Continuous Subcutaneous Insulin Infusion (CSII) - most recent development of the closed loop system
In September 2016 the FDA approved the first hybrid closed-loop system to automatically monitor and deliver insulin.(52) These systems provide a basic background amount of insulin based on feedback from glucose readings, while the patient still controls the pre-meal boluses. Studies with hybrid closed-loop systems show an increase in the time spent in in the glucose target range and a reduction in the time spent in the hypoglycemic range.(48)
This is a case of a 51-year-old male who developed Type 1 diabetes also known as Latent Autoimmune Diabetes of the Adult (LADA). In the first Cyberounds® on this case, we reviewed how to establish a correct diagnosis, the essentials of patient education and the importance of early and aggressive treatment. Here, we have discussed intensive insulin management using a team approach. The prescription of an effective basal-bolus regimen is intricate and requires a team effort that includes the patient, nurse, dietitian, endocrinologist and others. This labor-intensive endeavor needs to be individualized through trial and error. A variety of insulins including the more recent analogues enable better physiologic insulin replacement treatment, with the majority of patients being treated with a basal-bolus regimen. Proper adjustments of bolus insulin need to be done according to carbohydrate counting and the constant variations in insulin sensitivity.

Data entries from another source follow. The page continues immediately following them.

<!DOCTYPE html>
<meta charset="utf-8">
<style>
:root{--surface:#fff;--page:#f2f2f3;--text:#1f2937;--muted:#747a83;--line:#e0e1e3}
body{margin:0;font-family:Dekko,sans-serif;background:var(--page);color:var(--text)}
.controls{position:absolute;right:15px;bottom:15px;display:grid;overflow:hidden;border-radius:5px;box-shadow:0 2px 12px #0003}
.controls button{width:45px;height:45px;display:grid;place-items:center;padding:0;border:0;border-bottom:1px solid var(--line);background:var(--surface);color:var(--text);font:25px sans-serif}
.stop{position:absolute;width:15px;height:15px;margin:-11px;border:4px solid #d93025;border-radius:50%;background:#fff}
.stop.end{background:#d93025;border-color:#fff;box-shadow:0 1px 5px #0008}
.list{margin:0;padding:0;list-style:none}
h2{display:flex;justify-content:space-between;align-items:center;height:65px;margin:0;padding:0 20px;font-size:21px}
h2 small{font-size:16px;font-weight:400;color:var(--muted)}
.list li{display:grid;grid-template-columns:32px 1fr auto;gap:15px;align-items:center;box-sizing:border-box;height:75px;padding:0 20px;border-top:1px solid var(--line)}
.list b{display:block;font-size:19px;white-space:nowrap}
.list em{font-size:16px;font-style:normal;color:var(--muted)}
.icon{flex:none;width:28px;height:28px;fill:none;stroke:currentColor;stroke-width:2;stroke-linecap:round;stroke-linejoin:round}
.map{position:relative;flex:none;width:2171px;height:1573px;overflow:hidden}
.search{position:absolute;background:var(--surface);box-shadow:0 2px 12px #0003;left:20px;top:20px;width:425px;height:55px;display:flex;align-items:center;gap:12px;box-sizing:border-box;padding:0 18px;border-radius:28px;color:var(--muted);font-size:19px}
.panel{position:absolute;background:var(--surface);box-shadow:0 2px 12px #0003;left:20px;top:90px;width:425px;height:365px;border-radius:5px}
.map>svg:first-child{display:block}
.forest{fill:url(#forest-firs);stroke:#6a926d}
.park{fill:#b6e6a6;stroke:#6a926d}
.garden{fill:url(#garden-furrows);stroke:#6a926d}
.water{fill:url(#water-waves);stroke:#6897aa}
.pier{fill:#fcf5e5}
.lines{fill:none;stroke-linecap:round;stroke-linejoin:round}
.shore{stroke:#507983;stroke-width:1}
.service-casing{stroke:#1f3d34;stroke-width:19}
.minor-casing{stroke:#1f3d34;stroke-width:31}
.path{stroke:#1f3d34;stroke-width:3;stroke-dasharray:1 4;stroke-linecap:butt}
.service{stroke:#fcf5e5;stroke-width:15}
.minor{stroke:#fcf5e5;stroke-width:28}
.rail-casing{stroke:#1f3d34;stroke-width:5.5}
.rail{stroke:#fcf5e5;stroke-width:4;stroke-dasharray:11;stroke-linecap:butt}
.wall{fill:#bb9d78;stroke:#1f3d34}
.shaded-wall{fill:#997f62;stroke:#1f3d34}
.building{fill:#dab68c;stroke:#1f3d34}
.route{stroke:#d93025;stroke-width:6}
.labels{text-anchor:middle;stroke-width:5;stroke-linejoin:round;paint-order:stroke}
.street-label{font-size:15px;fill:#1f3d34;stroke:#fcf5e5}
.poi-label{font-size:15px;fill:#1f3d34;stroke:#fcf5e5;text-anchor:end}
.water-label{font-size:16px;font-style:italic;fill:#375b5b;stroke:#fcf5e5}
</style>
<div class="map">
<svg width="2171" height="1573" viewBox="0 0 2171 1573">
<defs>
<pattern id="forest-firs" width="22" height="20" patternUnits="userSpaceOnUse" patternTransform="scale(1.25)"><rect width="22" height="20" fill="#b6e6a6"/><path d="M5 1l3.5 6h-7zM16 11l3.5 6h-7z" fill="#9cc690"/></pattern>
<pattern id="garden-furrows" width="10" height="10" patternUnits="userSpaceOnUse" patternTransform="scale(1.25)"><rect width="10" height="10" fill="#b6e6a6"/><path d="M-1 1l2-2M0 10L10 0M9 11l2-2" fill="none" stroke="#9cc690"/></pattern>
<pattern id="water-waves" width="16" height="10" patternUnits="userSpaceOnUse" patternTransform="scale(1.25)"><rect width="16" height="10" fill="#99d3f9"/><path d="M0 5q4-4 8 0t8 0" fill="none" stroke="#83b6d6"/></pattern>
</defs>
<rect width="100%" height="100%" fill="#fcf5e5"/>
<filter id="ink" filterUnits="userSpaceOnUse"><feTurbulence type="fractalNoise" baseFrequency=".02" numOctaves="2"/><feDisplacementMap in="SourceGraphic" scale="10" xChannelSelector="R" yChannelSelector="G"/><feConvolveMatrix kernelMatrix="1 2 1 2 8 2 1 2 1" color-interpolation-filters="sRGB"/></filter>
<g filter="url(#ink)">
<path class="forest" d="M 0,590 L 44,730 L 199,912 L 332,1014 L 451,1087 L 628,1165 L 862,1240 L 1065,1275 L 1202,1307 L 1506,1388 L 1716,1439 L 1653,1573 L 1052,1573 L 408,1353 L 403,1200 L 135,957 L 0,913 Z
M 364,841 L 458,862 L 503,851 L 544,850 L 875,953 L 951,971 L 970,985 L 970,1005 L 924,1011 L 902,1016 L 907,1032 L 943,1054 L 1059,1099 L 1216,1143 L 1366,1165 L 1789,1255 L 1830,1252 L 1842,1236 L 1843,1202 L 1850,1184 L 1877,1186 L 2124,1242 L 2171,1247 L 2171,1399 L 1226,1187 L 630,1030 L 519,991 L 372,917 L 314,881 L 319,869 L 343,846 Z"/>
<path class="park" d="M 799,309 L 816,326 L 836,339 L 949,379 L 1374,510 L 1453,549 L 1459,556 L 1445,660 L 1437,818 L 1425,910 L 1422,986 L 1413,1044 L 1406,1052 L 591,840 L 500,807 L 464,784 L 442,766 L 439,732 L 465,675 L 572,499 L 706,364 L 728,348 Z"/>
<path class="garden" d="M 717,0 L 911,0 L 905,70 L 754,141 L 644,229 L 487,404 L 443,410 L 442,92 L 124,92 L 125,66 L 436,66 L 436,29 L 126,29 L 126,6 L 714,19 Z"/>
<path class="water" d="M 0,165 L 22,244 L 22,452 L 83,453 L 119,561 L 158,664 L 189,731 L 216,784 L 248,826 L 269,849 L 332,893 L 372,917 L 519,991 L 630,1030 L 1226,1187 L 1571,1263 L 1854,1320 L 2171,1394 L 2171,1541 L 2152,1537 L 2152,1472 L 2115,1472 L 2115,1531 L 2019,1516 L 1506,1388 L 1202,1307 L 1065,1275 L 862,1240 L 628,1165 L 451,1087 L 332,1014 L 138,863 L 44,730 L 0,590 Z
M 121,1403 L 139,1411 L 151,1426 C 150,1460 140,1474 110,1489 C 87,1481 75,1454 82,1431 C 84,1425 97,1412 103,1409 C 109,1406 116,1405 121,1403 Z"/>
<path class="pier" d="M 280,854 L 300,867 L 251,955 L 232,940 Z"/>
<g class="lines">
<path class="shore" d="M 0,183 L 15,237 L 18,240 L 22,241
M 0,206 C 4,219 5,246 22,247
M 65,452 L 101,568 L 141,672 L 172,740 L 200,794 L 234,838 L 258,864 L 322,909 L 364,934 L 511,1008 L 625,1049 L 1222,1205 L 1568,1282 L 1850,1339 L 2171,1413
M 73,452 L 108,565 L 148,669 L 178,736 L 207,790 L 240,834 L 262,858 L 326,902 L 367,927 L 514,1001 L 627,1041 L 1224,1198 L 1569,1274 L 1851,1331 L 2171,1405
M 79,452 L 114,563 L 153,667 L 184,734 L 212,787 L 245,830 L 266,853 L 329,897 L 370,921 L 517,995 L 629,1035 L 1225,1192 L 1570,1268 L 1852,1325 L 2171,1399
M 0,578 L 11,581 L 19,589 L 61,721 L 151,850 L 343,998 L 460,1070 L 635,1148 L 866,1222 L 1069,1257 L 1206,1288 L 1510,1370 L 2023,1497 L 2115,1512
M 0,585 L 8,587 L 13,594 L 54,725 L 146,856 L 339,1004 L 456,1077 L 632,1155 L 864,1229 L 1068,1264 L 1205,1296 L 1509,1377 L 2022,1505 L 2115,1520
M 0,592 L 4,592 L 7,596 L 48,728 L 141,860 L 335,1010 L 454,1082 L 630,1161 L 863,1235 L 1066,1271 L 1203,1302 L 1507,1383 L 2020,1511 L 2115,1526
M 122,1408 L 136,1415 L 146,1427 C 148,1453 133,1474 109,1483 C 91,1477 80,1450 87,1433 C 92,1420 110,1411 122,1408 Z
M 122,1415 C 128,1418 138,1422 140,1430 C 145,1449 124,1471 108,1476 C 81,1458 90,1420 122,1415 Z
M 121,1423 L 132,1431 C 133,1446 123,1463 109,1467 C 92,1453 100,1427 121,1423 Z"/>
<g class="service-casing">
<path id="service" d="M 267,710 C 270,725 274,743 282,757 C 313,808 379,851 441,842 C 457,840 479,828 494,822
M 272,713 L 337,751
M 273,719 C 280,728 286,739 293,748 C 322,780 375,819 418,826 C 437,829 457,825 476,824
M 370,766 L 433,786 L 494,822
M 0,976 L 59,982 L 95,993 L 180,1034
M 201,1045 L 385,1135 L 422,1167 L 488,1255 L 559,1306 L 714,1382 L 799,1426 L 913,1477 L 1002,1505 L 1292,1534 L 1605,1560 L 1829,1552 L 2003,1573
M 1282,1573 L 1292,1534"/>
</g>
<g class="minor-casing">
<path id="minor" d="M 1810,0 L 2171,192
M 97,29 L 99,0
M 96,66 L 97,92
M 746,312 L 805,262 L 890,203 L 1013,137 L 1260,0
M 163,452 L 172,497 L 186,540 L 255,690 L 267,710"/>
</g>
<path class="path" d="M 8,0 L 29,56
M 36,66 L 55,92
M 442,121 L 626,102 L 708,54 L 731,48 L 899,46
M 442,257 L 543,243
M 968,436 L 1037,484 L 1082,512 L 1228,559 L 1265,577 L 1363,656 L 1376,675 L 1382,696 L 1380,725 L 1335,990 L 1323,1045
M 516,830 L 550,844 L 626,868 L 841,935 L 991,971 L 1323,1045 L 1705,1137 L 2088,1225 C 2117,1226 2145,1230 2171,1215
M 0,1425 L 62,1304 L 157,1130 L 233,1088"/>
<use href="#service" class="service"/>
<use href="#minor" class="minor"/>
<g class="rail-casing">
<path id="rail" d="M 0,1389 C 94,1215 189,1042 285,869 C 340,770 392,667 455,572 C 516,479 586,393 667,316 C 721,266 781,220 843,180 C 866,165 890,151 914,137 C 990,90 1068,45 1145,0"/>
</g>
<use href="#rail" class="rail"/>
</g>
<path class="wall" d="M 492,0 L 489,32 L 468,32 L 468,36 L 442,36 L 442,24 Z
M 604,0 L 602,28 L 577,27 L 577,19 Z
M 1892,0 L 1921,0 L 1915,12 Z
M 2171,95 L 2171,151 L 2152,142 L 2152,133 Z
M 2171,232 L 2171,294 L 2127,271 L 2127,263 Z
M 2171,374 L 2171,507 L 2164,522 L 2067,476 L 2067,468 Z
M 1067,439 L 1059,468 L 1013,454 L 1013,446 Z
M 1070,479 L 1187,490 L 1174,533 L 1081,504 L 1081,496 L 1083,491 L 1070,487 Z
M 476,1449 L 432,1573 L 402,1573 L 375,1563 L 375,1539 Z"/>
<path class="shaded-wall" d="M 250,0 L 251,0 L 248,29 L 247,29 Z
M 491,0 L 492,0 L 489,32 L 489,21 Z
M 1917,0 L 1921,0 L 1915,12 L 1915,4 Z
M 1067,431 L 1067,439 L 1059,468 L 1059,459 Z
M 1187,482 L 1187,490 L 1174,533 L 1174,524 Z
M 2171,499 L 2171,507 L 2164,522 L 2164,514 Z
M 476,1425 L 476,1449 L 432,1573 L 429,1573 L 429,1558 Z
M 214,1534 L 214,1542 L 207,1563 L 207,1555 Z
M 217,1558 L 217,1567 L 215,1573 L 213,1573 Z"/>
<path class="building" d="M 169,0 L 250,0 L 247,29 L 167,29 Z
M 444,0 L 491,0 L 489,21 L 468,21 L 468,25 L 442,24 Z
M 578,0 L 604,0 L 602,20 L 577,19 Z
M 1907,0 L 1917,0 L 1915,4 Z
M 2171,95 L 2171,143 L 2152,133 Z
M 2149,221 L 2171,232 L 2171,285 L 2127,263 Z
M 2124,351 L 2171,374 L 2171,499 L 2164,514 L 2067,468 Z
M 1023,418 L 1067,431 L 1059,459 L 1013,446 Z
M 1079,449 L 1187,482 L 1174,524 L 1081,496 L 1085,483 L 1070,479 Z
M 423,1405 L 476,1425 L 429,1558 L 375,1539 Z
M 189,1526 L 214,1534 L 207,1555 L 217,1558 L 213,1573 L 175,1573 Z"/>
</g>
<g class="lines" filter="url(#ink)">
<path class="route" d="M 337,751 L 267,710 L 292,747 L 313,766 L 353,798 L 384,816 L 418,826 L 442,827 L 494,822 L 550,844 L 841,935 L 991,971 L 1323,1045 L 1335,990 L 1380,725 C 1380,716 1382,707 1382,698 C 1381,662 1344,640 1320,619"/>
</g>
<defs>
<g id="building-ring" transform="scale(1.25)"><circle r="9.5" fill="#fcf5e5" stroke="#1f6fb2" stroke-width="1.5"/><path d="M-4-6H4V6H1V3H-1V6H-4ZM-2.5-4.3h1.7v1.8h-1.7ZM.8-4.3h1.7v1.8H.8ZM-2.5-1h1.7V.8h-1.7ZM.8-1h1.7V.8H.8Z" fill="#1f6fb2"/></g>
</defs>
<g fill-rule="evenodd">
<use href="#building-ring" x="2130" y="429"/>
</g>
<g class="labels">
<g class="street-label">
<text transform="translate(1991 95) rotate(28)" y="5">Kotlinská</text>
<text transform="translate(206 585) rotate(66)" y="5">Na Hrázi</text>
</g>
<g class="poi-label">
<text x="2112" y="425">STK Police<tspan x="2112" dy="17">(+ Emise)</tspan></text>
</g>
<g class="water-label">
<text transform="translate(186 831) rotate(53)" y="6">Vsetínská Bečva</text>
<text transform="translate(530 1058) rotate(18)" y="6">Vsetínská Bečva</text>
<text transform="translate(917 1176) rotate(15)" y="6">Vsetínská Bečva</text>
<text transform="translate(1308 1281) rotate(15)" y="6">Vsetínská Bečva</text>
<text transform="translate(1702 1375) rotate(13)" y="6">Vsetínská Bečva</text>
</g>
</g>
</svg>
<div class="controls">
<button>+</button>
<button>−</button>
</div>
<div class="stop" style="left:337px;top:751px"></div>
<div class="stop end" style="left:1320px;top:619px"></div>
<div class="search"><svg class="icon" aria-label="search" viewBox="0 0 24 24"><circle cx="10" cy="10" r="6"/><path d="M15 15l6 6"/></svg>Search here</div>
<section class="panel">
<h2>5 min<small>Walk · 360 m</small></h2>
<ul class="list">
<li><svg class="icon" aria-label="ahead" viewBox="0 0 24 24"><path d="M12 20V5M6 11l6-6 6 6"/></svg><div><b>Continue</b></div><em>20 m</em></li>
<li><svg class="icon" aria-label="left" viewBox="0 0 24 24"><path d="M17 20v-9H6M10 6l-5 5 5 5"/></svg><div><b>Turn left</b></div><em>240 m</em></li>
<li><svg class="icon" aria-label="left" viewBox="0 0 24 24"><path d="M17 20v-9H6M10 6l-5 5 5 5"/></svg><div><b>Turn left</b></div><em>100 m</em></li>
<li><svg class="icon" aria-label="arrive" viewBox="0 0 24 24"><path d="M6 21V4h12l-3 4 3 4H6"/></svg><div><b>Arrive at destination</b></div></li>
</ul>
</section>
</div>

In addition to traditional injectable insulin, the FDA has approved an injectable non-insulin amylin analogue and a non-injectable inhaled insulin. The wide choice of new medications and gadgetry include pen syringes, insulin pumps and better systems for monitoring, all of which have made management of Type 1 diabetes easier. These advances have improved insulin administration and adherence, reduced episodes of hypoglycemia and fostered a better quality of life for patients but they have only had a modest impact on glycemic control. The Continuous Glucose Monitoring Sensor (CGMS) has slowly evolved into a closed loop system where glucose sensors will provide feedback to implantable insulin pumps so as to deliver insulin requirements more precisely. It must always be remembered, however, that successful outcomes can only be achieved when effective team management and education are provided in combination with a patient who is proactively involved in self-management.